I have been watching soccer for 14 years and I still don't understand the game. I have friends, female friends, that understand all types of sports, including football which appears to my uneducated and bored being, to be perhaps the most ridiculous game in the entire free and not-so-free world.
I began watching soccer when my now-22 year old was 4. I am still watching soccer for my now-14 year old as he plays on the Freshman soccer team here at Redmond. I think he's good. I mean he doesn't let the ball go between his legs and he seems to kick it a lot and he runs around a lot and drinks Gatorade on the sidelines and when he's sitting on the bench he seems to be jostling around with the other boys; I think this are all good parameters.

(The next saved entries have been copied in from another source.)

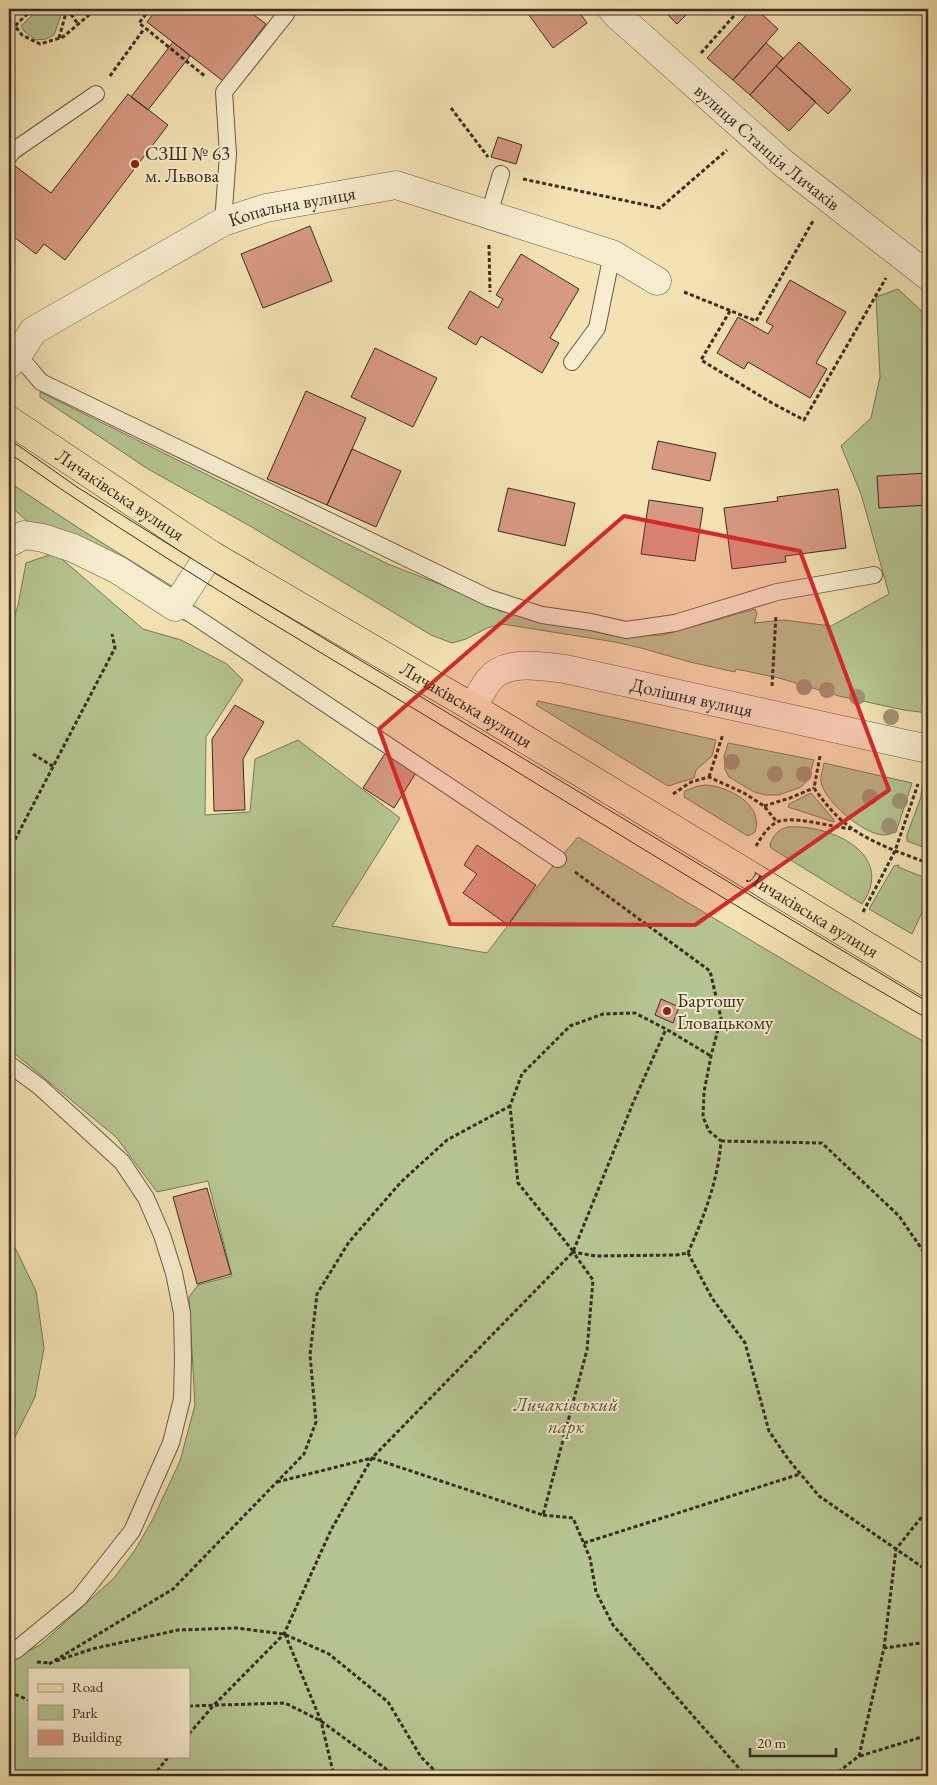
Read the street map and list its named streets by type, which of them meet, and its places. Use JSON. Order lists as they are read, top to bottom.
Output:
{
  "streets": {
    "main road": ["Личаківська вулиця"],
    "street": ["вулиця Станція Личаків", "Копальна вулиця", "Долішня вулиця"]
  },
  "crossings": [
    ["Личаківська вулиця", "Долішня вулиця"]
  ],
  "parks": ["Личаківський парк"],
  "places": ["СЗШ № 63 м. Львова", "Бартошу Ґловацькому"],
  "legend": ["Road", "Park", "Building"],
  "scale_bar": "20 m"
}
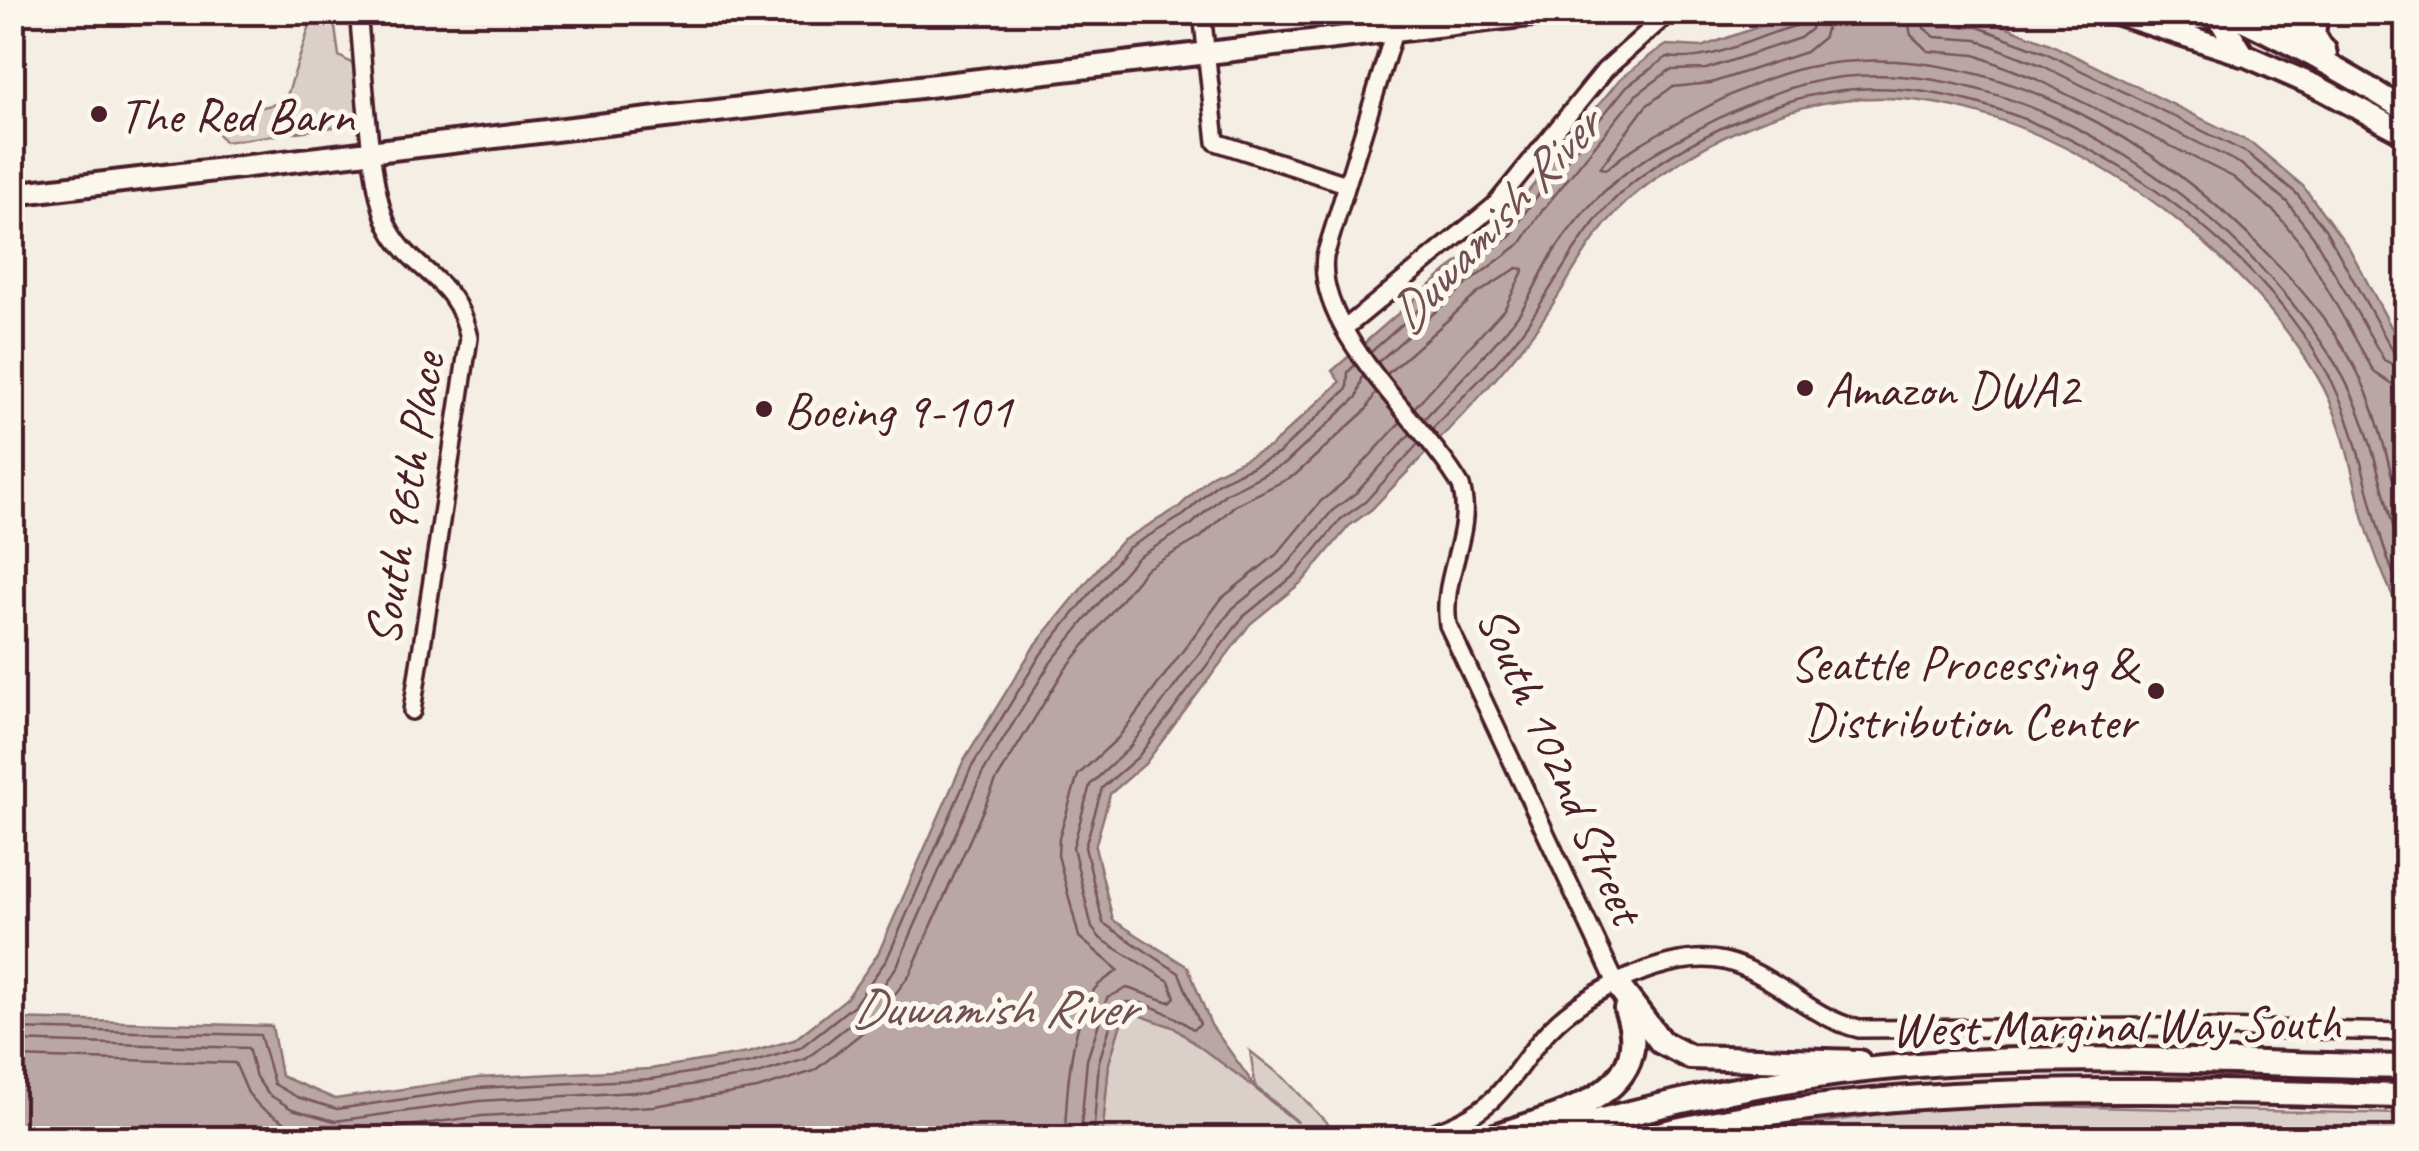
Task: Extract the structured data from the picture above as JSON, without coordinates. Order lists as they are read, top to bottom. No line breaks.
{"streets":{"highway":["West Marginal Way South"],"street":["South 96th Place","South 102nd Street"]},"water":["Duwamish River"],"places":["The Red Barn","Amazon DWA2","Boeing 9-101","Seattle Processing & Distribution Center"]}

I know mothers who are walking quickly up and down the sidelines and grimacing when a "bad call" is made. I know mothers who yell at the referees (not umpires; umpires are for other sports of which I cannot name) for calling their kid "offsides" when he wasn't. What is offsides? I asked my husband that once and he explained that it's when a player is on the wrong side of the field. How do they know what is the wrong side of the field? My husband got off of his camp chair and joined the mother who was walking quickly and grimacing. There are times when I think he wishes he was married to someone who at least pretended to be interested in sports.

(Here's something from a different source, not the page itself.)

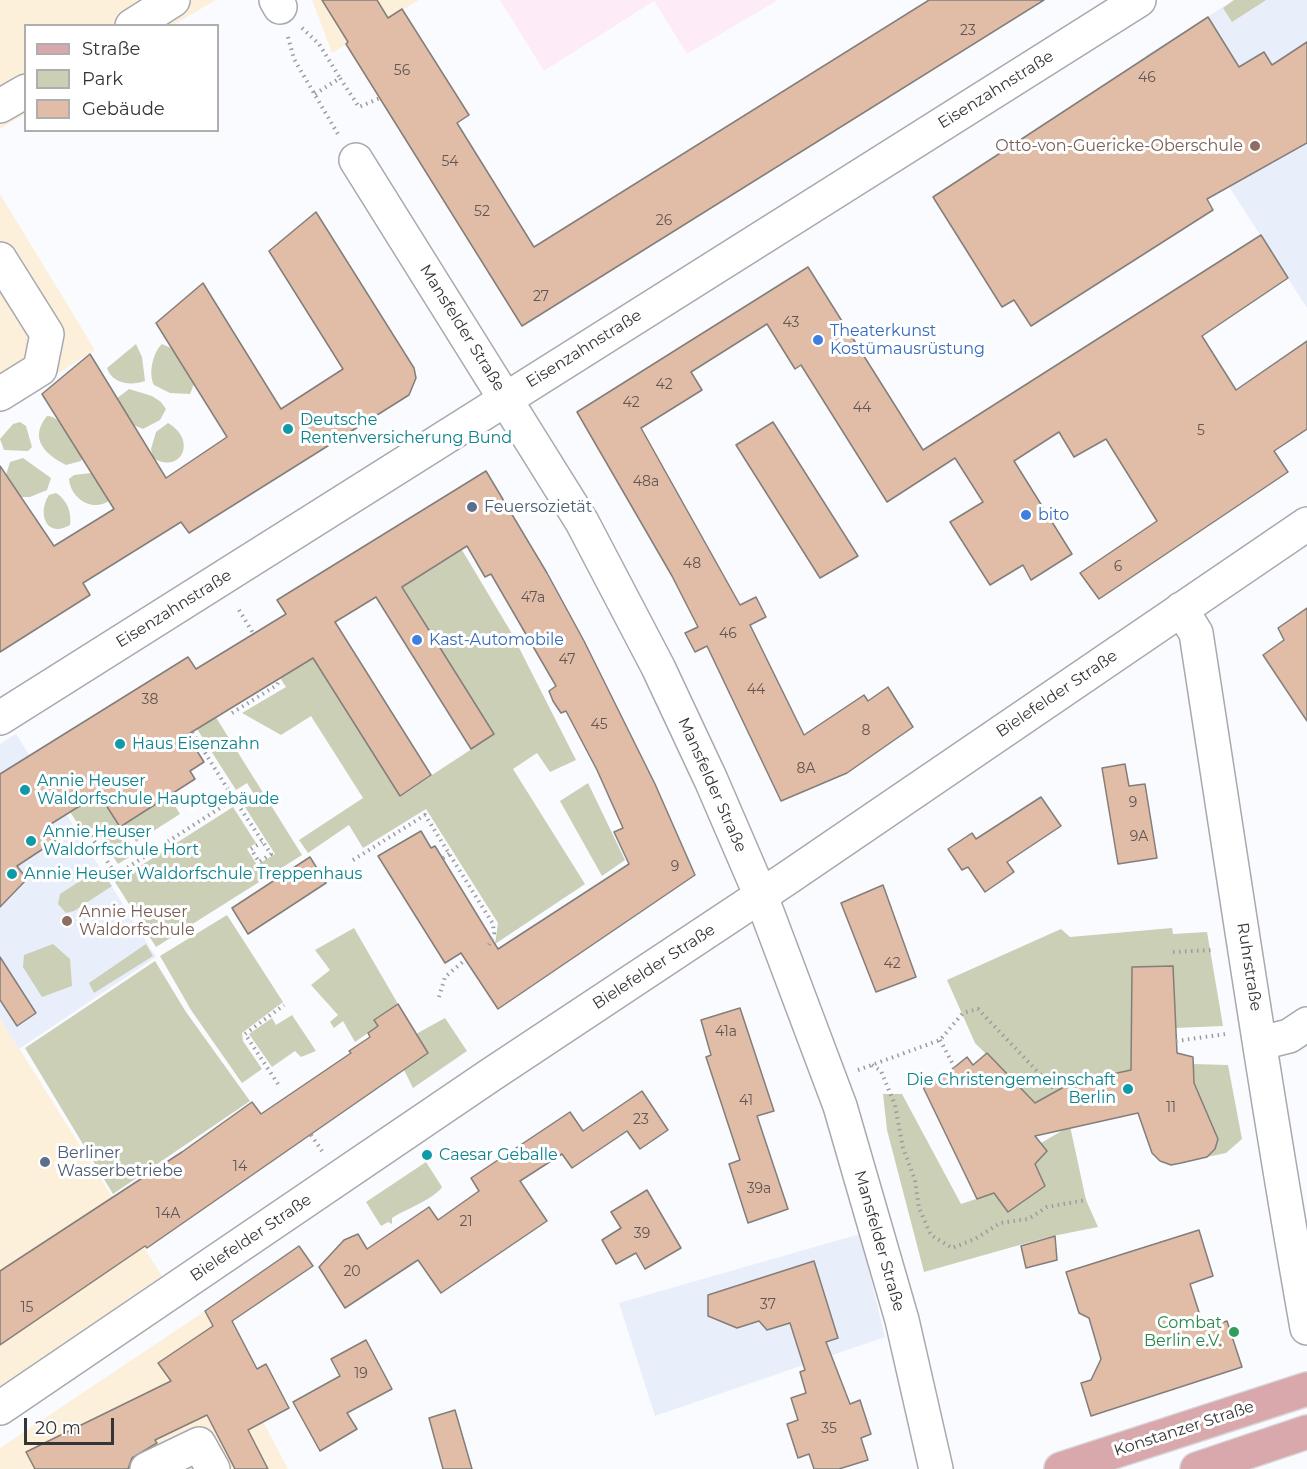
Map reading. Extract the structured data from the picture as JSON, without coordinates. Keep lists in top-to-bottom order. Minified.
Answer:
{"streets":{"main road":["Konstanzer Straße"],"street":["Eisenzahnstraße","Mansfelder Straße","Bielefelder Straße","Ruhrstraße"]},"crossings":[["Eisenzahnstraße","Mansfelder Straße"],["Mansfelder Straße","Bielefelder Straße"],["Bielefelder Straße","Ruhrstraße"]],"places":["Otto-von-Guericke-Oberschule","Theaterkunst Kostümausrüstung","Deutsche Rentenversicherung Bund","Feuersozietät","bito","Kast-Automobile","Haus Eisenzahn","Annie Heuser Waldorfschule Hauptgebäude","Annie Heuser Waldorfschule Hort","Annie Heuser Waldorfschule Treppenhaus","Annie Heuser Waldorfschule","Die Christengemeinschaft Berlin","Caesar Geballe","Berliner Wasserbetriebe","Combat Berlin e.V."],"house_numbers":["23","56","46","54","52","26","27","43","42","42","44","5","48a","48","6","47a","46","47","44","38","45","8","8A","9","9A","9","42","41a","41","11","23","14","39a","14A","21","39","20","37","15","19","35"],"legend":["Straße","Park","Gebäude"],"scale_bar":"20 m"}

When we lived in Granby we always had what I called a "Non-Super-Bowl-Party." The people who were really interested in the game watched it downstairs. The rest of us stayed upstairs and ate too much and made fun of the people downstairs. Occasionally there were women down there, but I think that's because another woman happened to be in the bathroom upstairs and they could no longer hold it. Our Non-Super-Bowl-Party was very popular and friends began asking about it right after Thanksgiving.
I try not to gather women around me who like sports. First of all I think they are just pretending to like sports so that their husband/boyfriend will like them more and secondly, women who like sports do not have the same wit as women who do not. This is true. Women who like sports cannot make fun of men and sports because they understand the game and do not think it's funny when the rest of us laugh hysterically at terms such as "tight-end" or "dead ball."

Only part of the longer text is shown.